PROVIDED RECORDS -
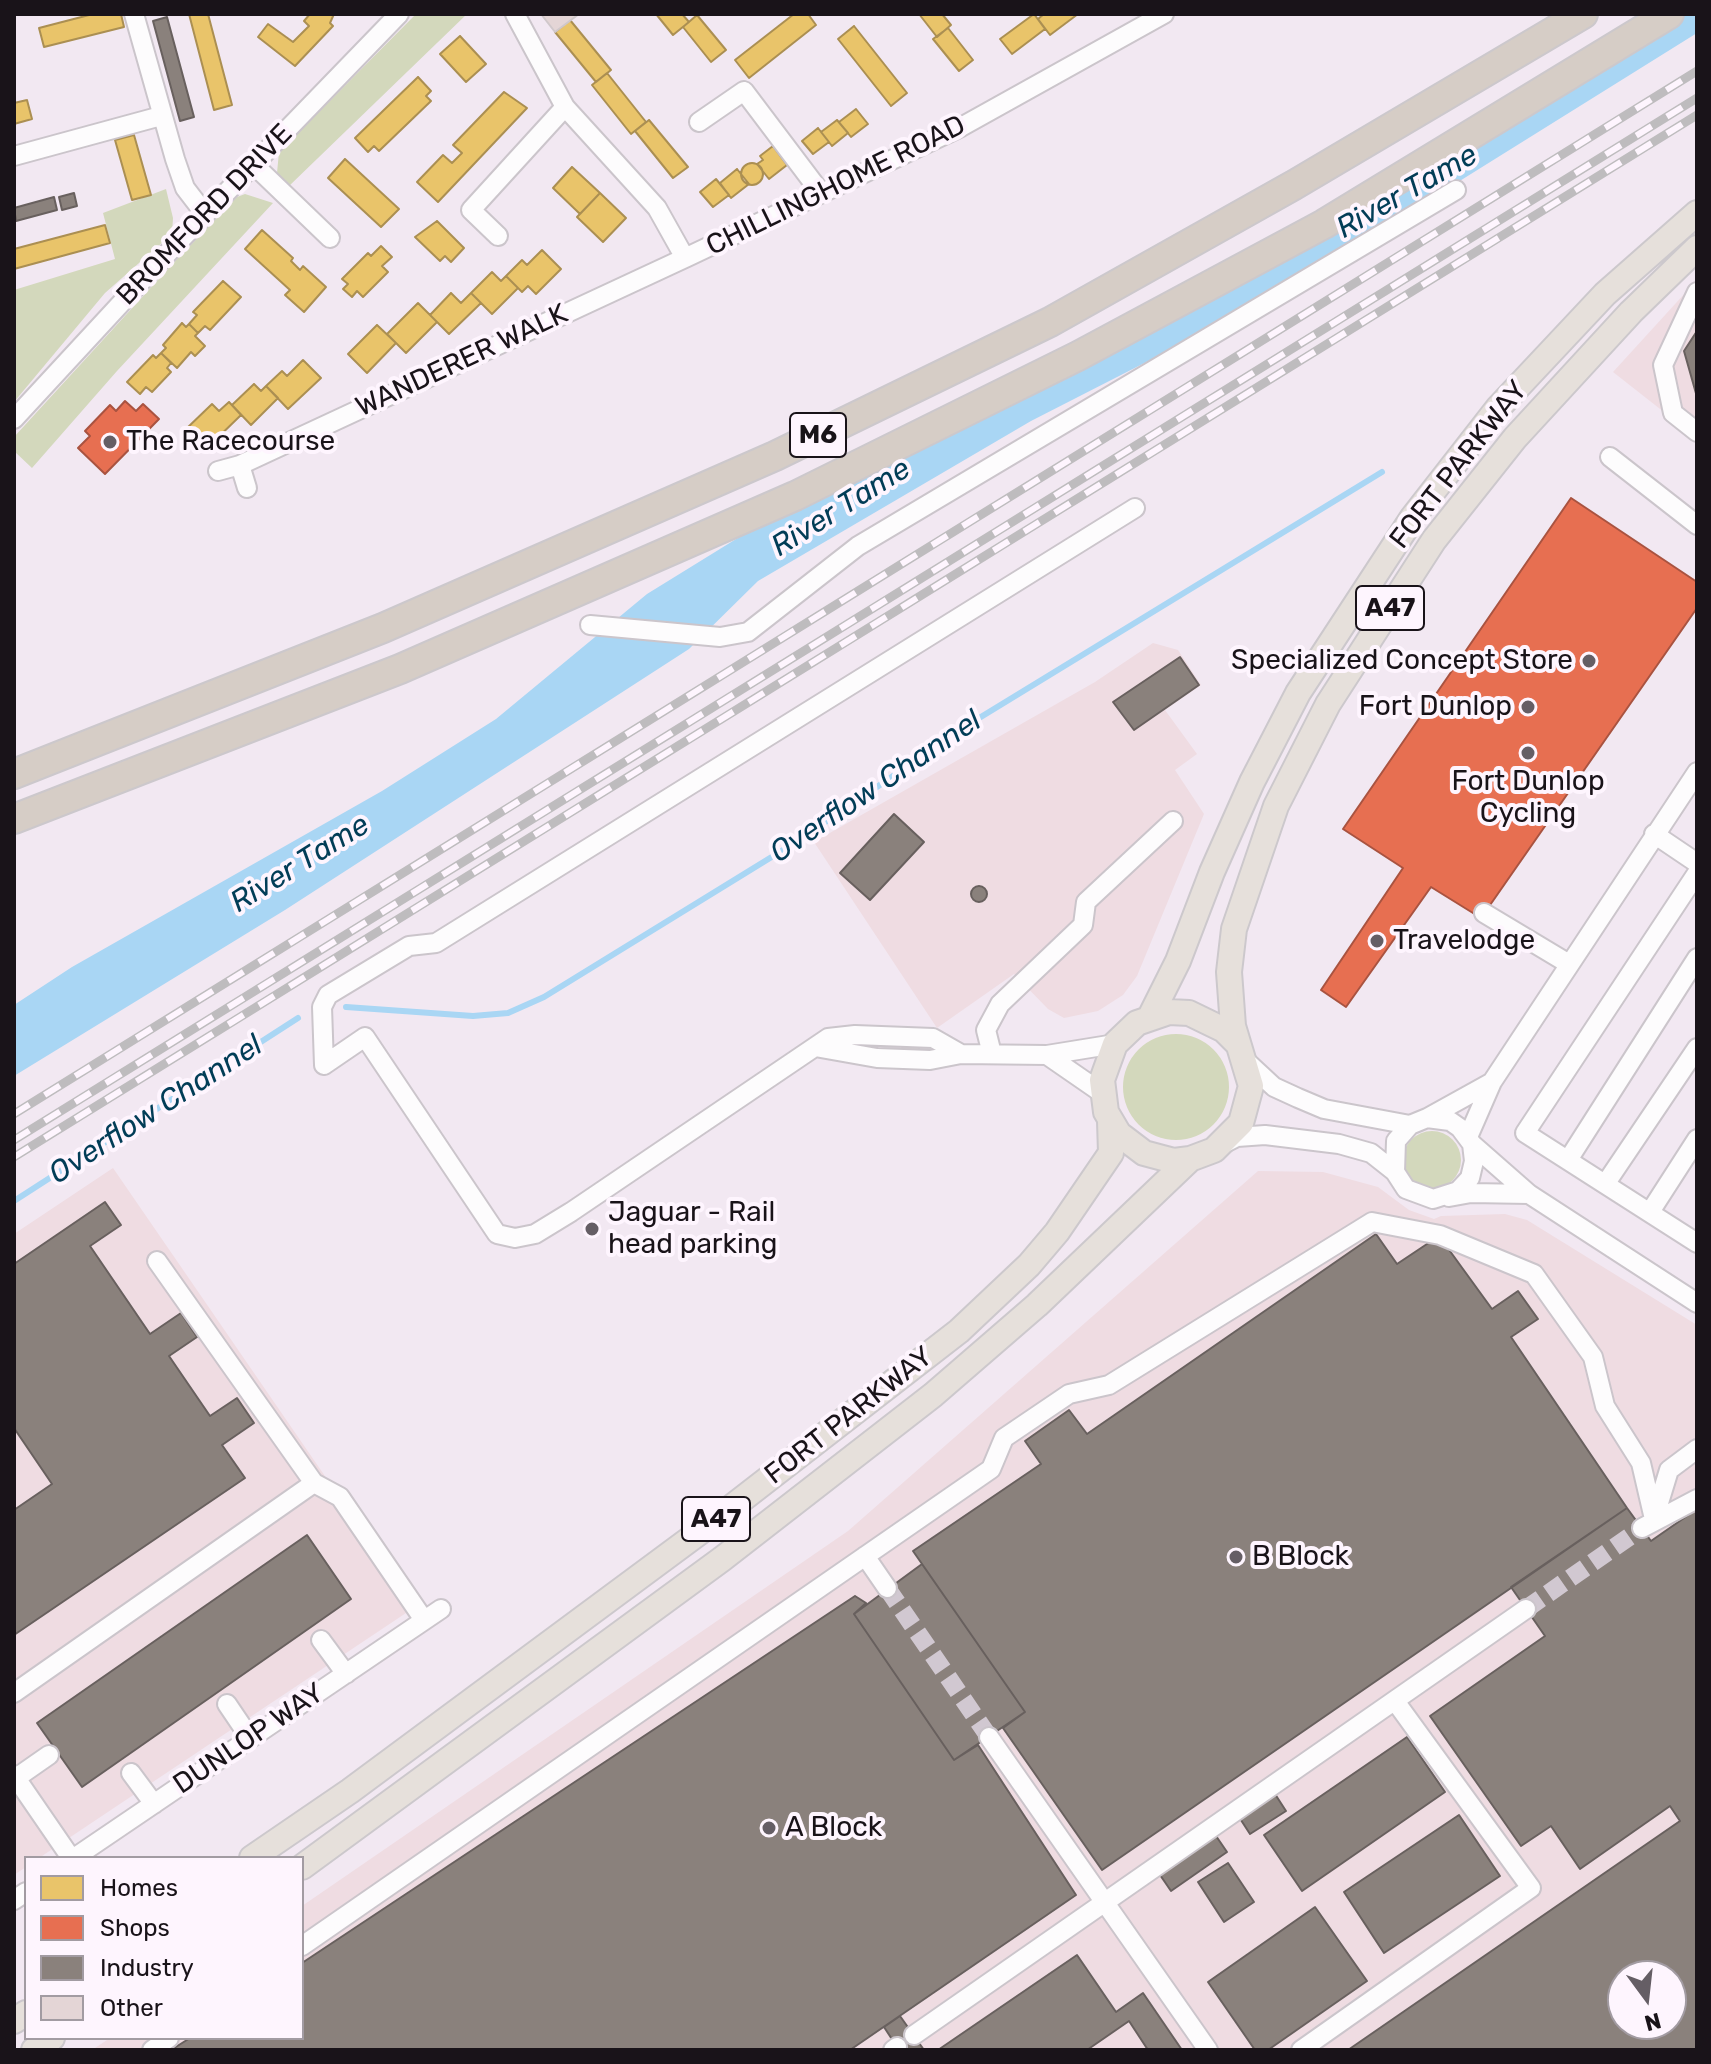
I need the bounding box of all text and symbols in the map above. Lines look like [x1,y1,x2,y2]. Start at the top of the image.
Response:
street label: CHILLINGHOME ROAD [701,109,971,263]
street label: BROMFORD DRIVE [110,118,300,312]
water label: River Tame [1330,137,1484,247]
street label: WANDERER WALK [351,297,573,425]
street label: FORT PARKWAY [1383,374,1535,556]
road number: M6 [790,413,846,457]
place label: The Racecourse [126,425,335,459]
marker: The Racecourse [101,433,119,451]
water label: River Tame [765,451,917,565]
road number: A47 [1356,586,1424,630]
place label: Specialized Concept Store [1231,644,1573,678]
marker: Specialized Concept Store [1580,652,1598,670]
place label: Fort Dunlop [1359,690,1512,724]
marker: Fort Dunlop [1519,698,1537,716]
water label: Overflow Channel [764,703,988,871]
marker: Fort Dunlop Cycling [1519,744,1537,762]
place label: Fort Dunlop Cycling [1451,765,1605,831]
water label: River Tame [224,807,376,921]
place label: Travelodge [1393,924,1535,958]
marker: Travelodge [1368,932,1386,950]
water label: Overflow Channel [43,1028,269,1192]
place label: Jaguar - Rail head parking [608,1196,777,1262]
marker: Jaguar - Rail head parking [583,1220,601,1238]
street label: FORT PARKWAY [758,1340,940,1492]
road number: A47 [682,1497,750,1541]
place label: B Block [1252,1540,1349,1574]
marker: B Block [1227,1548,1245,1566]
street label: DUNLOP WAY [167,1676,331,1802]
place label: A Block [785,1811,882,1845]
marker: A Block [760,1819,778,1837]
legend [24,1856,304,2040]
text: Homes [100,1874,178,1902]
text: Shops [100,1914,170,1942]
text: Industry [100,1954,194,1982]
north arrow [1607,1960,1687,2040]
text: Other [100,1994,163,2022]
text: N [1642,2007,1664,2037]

ACTIVITY -
Report all lines above with "Store".

RESPONSE TO THE EXERCISE -
place label: Specialized Concept Store [1231,644,1573,678]
marker: Specialized Concept Store [1580,652,1598,670]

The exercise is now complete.